Now I’m going to keep this article short because sadly the company that produces this had decided to give me an essay to transcribe, and really that’s the heart of the issue we have with Old Pulteney. It’s got the perfect name, bottling, color, packaging, literature, even a small map to set it up as a standard really good single malt scotch. But while there’s certainly a scotch for everyone I doubt anyone has found this and decided it’s the scotch for them.
What they say: From Bottle: “The harbor town of Wick in the far north-east corner of Scotland is famed for its rugged, windswept history and as the home if the most northerly of all mainland distilleries,
Matured in fine oak casks, quality breathing in the fresh sea air, Old Pulteney is the very essence of this unique place. Intricate balanced and with a delicate mineral-salted spiciness, Old Pulteney is a distinctive and evocative spirit – truly the ‘Genuine Maritime Malt’.”
From Case Front: “A strange and beautiful sight to see the fleet put silently out against a rising moon, the sea-line rough as a wood with sails, and ever and again and one after another, a boat floating swiftly by the silver disk.” ~ Robert Louis Stevenson
From Case Back: “Established in 1826 in the town of Wick, Pulteney Distillery is the most northerly distiller on the mainland and at that time was only accessible by sea.
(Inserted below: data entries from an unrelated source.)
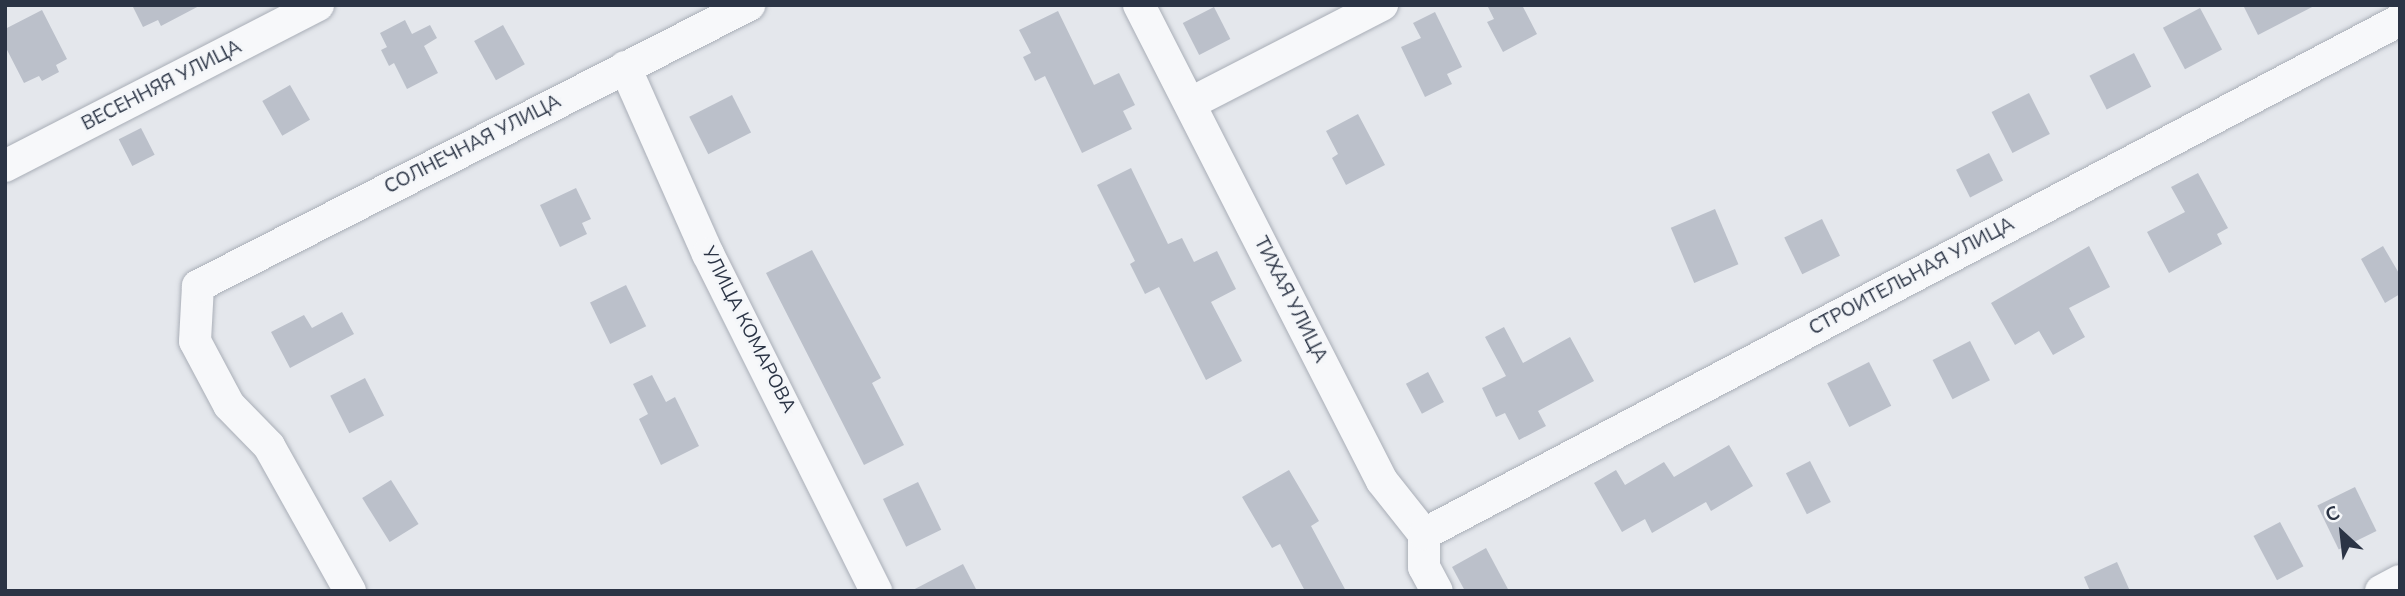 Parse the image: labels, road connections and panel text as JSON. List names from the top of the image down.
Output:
{
  "streets": {
    "street": [
      "ВЕСЕННЯЯ УЛИЦА",
      "СОЛНЕЧНАЯ УЛИЦА",
      "СТРОИТЕЛЬНАЯ УЛИЦА",
      "ТИХАЯ УЛИЦА",
      "УЛИЦА КОМАРОВА"
    ]
  },
  "crossings": [
    ["СОЛНЕЧНАЯ УЛИЦА", "УЛИЦА КОМАРОВА"],
    ["СТРОИТЕЛЬНАЯ УЛИЦА", "ТИХАЯ УЛИЦА"]
  ],
  "north": "top left"
}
The barley was brought in by sea, the whisky shipped out by boat, and many of the distiller workers were also employed as fisherman. Sadly the fishing industry is no longer part of the daily life in Wick but Pulteney Distiller continues to operate using the same traditional distilling methods first introduced in the 1800’s to create one of the finest Highland Malts available.
Pulteney is one of the most unique Scotch whisky distilleries. The wash still has no swan neck and it is though that when the original still was delivered, it was too tall for the stillhouse and the manager insisted it was ‘cut off’. The spirit still resembles a ‘smuggler’s kettle’ and both undoubtedly contribute to the distinctive character of the whisky. Once distilled, the spirit is filled into a selection of specially selected bourbon and sherry casks and laid to rest in the distillery warehouses, until the distillery manager decides the optimum time for bottling each of the casks. Throughout the years of maturation, the casks have taken time to absorb the Northern Scottish sea breeze and as a result, Old Pulteney Single Malt Scotch is often referred to as ‘The Manazanilla of the North’.
‘Unashamedly excellent and deserves so much more recognition around the world’ ~ Jim Murray, Whisky Writer.
Appearance: Deep Amber, red golden (with a slight pink hue).
Aroma: Medium to high intensity and complexity. Dry with a hint of sea-air.
Tasting Notes: Dry, medium bodied and smooth with a clean finish: faintly salty with a slight sherry note.”
Editors Note: Jesus tl;dr – we mixed sand and seawater in this.
Taste: 5.2 – For a single malt it’s mostly average here.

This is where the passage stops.